▶ [Work to complete]: Write each entry out again exactly as it was given.

Segment Open

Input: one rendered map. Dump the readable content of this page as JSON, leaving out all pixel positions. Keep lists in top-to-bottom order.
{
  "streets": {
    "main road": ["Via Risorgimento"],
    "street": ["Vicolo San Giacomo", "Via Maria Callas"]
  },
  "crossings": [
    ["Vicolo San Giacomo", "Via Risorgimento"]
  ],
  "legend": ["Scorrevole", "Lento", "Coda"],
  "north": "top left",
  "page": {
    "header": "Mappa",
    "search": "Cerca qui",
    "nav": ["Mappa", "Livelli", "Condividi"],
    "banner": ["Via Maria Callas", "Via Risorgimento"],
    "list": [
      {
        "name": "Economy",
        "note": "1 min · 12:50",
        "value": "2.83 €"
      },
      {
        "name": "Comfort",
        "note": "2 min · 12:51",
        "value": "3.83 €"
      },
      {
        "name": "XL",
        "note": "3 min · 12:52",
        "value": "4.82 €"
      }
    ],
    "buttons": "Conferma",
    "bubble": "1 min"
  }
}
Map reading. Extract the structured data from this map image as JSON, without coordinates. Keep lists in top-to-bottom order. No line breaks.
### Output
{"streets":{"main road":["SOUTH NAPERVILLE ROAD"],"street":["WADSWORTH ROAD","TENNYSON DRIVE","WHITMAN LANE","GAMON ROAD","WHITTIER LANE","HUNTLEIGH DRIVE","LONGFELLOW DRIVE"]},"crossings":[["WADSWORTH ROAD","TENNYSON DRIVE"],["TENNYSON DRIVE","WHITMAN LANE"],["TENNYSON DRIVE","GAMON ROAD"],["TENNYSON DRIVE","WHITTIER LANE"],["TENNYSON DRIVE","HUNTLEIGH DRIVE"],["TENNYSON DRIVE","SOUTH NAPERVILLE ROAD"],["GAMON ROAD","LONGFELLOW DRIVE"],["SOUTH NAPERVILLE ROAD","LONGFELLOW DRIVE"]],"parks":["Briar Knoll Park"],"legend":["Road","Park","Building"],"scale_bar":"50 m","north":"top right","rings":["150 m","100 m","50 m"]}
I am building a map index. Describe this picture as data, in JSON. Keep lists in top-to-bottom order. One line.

Segment Closed

▶ [Result of this exercise]:
Input: one rendered map. Dump the readable content of this page as JSON, leaving out all pixel positions. Keep lists in top-to-bottom order.
{
  "streets": {
    "main road": ["Via Risorgimento"],
    "street": ["Vicolo San Giacomo", "Via Maria Callas"]
  },
  "crossings": [
    ["Vicolo San Giacomo", "Via Risorgimento"]
  ],
  "legend": ["Scorrevole", "Lento", "Coda"],
  "north": "top left",
  "page": {
    "header": "Mappa",
    "search": "Cerca qui",
    "nav": ["Mappa", "Livelli", "Condividi"],
    "banner": ["Via Maria Callas", "Via Risorgimento"],
    "list": [
      {
        "name": "Economy",
        "note": "1 min · 12:50",
        "value": "2.83 €"
      },
      {
        "name": "Comfort",
        "note": "2 min · 12:51",
        "value": "3.83 €"
      },
      {
        "name": "XL",
        "note": "3 min · 12:52",
        "value": "4.82 €"
      }
    ],
    "buttons": "Conferma",
    "bubble": "1 min"
  }
}
Map reading. Extract the structured data from this map image as JSON, without coordinates. Keep lists in top-to-bottom order. No line breaks.
### Output
{"streets":{"main road":["SOUTH NAPERVILLE ROAD"],"street":["WADSWORTH ROAD","TENNYSON DRIVE","WHITMAN LANE","GAMON ROAD","WHITTIER LANE","HUNTLEIGH DRIVE","LONGFELLOW DRIVE"]},"crossings":[["WADSWORTH ROAD","TENNYSON DRIVE"],["TENNYSON DRIVE","WHITMAN LANE"],["TENNYSON DRIVE","GAMON ROAD"],["TENNYSON DRIVE","WHITTIER LANE"],["TENNYSON DRIVE","HUNTLEIGH DRIVE"],["TENNYSON DRIVE","SOUTH NAPERVILLE ROAD"],["GAMON ROAD","LONGFELLOW DRIVE"],["SOUTH NAPERVILLE ROAD","LONGFELLOW DRIVE"]],"parks":["Briar Knoll Park"],"legend":["Road","Park","Building"],"scale_bar":"50 m","north":"top right","rings":["150 m","100 m","50 m"]}
I am building a map index. Describe this picture as data, in JSON. Keep lists in top-to-bottom order. One line.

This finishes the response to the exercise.